■ ENTRIES PROVIDED ■
____________

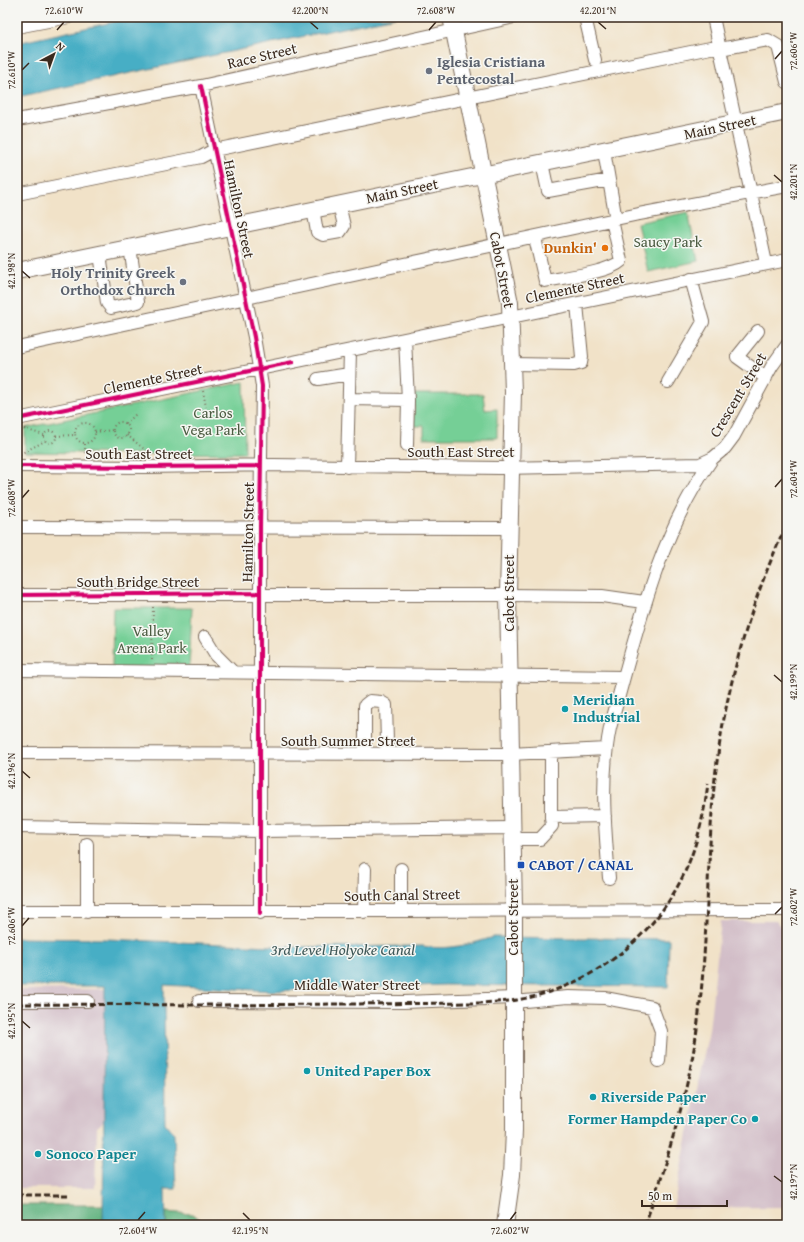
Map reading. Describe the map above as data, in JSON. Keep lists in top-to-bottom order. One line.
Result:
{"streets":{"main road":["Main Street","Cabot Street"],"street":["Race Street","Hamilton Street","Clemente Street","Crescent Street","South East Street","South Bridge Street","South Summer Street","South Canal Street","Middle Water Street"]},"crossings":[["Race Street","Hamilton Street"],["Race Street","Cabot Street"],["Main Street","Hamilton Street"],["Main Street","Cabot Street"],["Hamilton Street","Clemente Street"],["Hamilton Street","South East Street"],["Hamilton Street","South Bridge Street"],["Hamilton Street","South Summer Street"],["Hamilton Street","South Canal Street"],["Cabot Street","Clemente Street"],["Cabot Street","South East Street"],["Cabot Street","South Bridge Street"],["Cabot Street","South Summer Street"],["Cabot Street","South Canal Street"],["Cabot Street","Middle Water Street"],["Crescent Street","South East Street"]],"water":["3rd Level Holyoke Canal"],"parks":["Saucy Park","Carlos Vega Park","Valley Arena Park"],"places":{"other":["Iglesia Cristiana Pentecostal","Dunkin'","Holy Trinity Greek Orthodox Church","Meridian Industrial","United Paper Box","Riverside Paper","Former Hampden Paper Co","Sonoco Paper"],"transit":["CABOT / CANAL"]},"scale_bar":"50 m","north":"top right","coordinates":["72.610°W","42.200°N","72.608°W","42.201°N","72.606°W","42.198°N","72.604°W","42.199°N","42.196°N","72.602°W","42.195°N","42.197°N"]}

____________

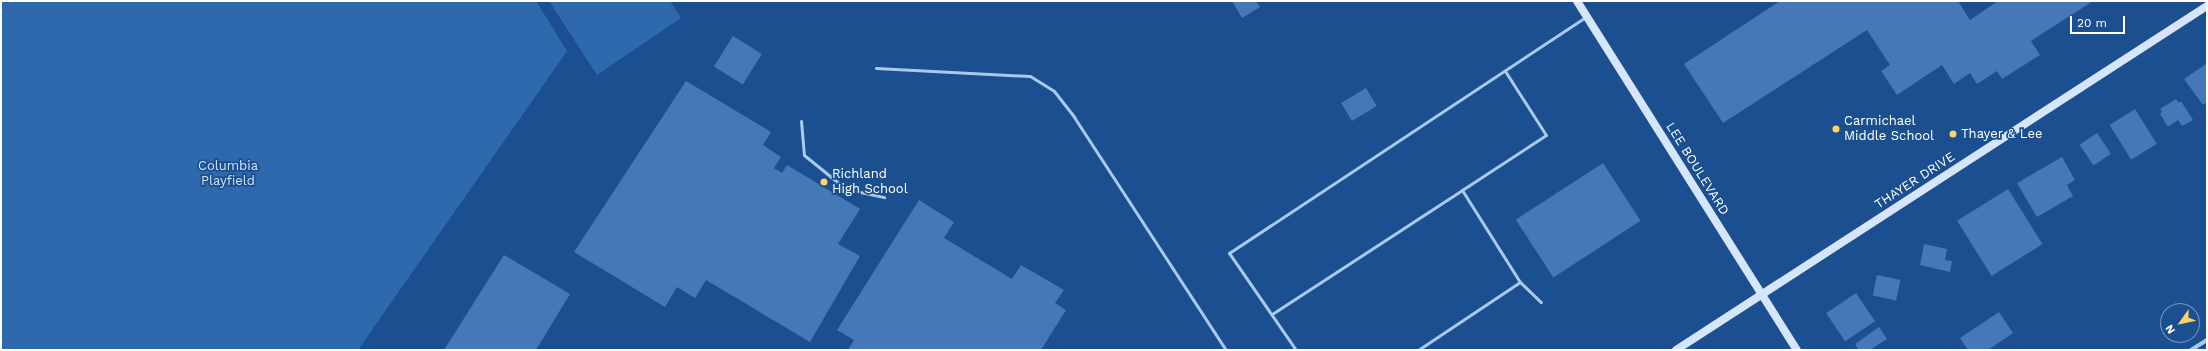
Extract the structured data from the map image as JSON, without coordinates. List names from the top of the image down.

____________

■ HOW TO COMPLETE THIS TASK ■
Search the entries for the string "data". Copy every line that has it.

■ RESPONSE TO THIS EXERCISE ■
Map reading. Describe the map above as data, in JSON. Keep lists in top-to-bottom order. One line.
Extract the structured data from the map image as JSON, without coordinates. List names from the top of the image down.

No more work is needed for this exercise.